For each line below that contains the string "KeyBank", copy that line.

(Collected data)
···
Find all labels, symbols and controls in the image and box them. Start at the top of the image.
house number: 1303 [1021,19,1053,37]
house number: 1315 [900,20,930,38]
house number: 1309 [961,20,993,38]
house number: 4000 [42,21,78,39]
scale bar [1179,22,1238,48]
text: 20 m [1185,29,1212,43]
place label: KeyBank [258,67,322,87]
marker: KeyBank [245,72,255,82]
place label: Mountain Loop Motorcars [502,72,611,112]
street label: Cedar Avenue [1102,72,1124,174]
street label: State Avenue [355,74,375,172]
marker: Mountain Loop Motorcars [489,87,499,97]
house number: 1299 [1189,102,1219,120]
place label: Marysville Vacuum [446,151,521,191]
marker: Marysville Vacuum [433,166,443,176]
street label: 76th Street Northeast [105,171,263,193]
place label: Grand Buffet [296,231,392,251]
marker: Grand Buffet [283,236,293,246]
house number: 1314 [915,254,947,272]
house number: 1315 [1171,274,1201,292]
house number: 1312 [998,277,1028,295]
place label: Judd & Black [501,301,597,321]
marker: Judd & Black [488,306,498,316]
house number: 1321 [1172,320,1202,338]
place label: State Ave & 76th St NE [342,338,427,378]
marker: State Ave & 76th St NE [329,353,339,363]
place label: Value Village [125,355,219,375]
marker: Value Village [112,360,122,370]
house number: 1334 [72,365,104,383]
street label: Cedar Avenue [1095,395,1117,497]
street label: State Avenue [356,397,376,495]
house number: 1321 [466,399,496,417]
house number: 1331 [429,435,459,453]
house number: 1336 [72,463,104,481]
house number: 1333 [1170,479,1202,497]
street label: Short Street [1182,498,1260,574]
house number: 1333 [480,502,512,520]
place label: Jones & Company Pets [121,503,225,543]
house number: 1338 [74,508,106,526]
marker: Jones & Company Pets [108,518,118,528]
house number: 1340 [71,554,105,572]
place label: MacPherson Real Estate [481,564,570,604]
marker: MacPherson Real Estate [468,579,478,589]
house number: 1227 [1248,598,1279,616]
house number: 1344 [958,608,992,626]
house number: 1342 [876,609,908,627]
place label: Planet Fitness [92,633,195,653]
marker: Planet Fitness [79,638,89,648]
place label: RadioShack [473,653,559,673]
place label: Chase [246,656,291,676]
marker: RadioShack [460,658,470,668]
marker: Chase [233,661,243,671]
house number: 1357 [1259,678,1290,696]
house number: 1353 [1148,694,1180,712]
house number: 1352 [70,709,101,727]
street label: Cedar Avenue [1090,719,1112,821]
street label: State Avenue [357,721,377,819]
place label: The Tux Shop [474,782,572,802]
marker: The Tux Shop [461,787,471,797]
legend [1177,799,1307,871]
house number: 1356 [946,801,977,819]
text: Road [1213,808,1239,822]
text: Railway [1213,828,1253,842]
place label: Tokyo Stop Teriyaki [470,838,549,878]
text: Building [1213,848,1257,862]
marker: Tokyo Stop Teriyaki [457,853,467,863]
···
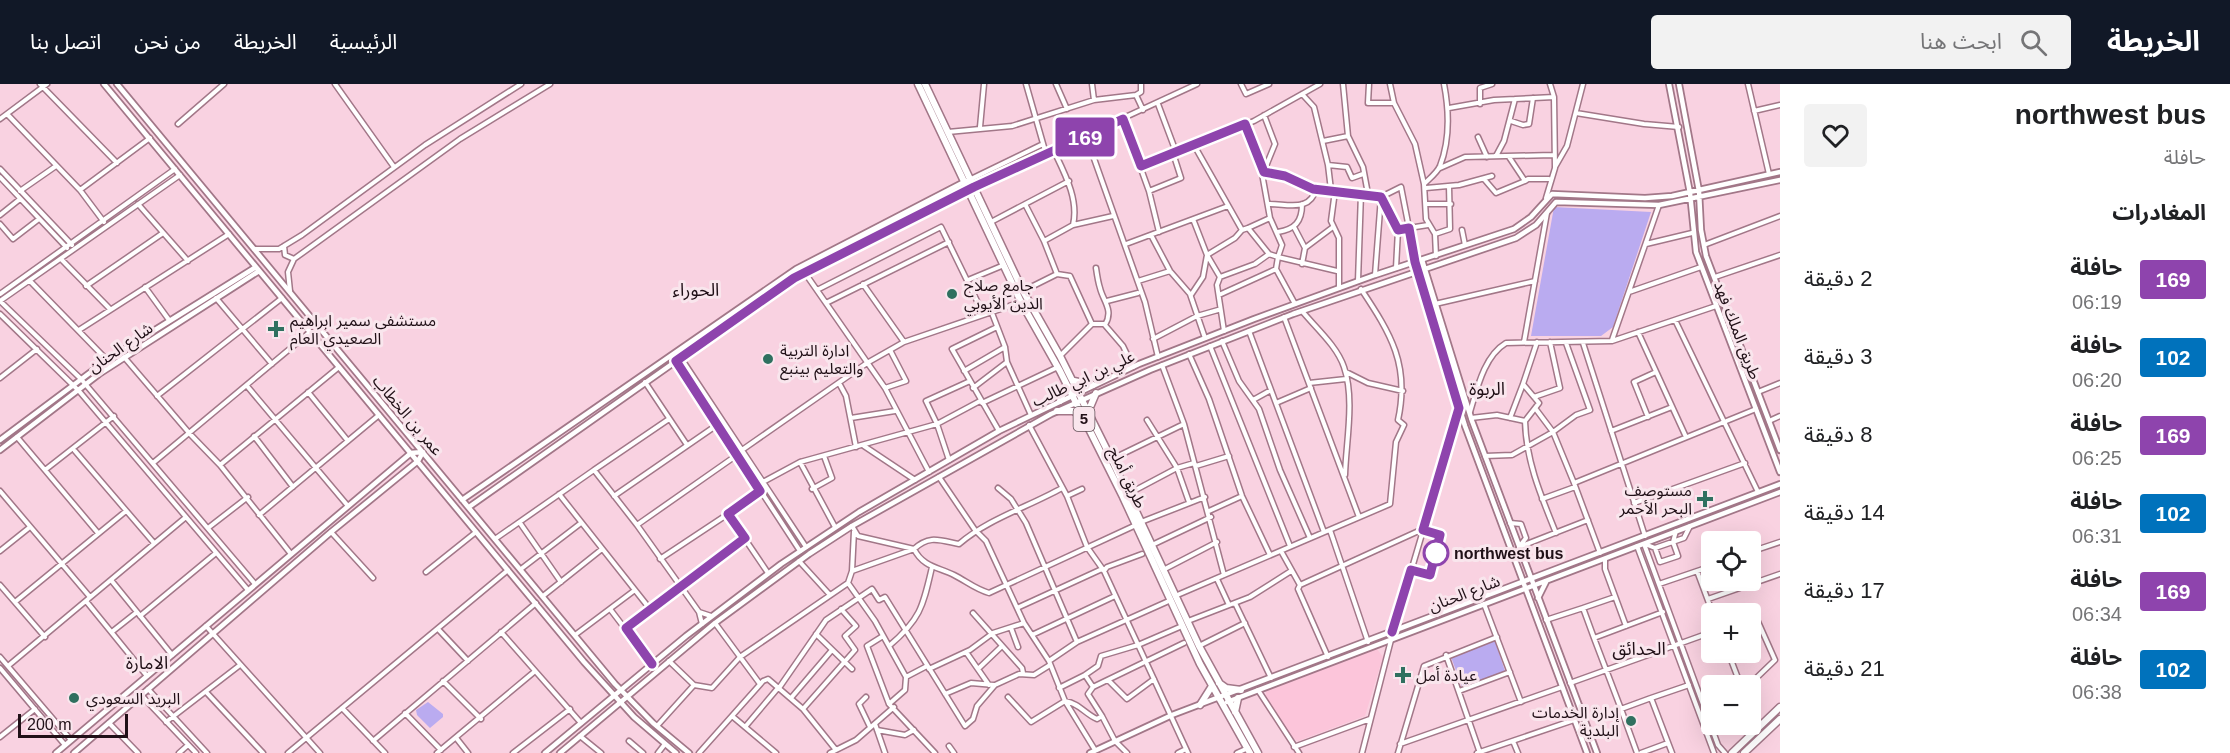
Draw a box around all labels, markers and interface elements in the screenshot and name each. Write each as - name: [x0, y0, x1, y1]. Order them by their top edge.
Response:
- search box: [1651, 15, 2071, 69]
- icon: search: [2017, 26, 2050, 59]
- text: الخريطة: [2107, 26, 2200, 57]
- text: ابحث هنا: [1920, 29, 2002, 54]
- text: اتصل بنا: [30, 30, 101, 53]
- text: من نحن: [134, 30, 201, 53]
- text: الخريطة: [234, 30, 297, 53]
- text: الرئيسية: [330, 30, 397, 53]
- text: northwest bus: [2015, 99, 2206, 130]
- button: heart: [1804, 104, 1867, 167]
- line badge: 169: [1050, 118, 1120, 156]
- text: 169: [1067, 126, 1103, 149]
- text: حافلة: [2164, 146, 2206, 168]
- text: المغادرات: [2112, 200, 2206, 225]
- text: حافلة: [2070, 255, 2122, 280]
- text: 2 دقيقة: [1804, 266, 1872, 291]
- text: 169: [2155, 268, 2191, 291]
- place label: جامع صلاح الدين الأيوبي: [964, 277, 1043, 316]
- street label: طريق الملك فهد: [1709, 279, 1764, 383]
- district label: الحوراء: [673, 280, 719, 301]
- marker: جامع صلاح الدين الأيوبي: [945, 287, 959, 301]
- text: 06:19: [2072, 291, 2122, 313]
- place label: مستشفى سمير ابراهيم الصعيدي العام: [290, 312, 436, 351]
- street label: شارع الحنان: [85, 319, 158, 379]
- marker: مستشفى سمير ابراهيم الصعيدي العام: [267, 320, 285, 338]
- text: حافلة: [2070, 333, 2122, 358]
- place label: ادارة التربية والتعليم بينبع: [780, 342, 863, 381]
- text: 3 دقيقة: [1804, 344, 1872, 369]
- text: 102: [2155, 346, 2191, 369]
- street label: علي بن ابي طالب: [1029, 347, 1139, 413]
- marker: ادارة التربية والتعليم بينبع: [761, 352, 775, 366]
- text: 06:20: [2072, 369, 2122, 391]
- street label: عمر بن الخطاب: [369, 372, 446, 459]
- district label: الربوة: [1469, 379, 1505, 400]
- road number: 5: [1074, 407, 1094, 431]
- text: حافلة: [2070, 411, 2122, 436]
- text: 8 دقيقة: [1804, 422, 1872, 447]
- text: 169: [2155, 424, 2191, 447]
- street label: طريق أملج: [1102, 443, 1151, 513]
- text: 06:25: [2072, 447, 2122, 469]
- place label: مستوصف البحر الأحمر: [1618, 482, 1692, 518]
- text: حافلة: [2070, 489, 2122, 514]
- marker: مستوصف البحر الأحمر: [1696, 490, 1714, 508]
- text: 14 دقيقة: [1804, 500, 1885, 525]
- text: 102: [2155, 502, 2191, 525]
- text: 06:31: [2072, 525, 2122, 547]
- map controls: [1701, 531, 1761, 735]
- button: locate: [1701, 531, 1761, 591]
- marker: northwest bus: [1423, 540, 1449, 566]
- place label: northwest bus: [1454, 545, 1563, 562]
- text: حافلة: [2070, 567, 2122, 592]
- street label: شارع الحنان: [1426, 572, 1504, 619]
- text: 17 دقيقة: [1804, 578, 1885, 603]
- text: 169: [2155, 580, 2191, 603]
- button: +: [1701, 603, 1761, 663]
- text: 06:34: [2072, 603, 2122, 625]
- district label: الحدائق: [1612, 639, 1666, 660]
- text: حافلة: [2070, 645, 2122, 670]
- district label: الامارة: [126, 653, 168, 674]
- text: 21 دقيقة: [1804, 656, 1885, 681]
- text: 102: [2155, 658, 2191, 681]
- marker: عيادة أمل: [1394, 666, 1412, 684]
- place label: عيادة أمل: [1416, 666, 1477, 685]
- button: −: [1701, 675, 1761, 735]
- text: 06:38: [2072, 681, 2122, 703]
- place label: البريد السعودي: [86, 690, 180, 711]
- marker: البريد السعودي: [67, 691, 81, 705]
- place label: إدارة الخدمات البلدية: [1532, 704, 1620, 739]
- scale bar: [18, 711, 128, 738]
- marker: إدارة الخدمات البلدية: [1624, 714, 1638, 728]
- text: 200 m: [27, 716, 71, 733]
···
Exercise response:
place label: KeyBank [258,67,322,87]
marker: KeyBank [245,72,255,82]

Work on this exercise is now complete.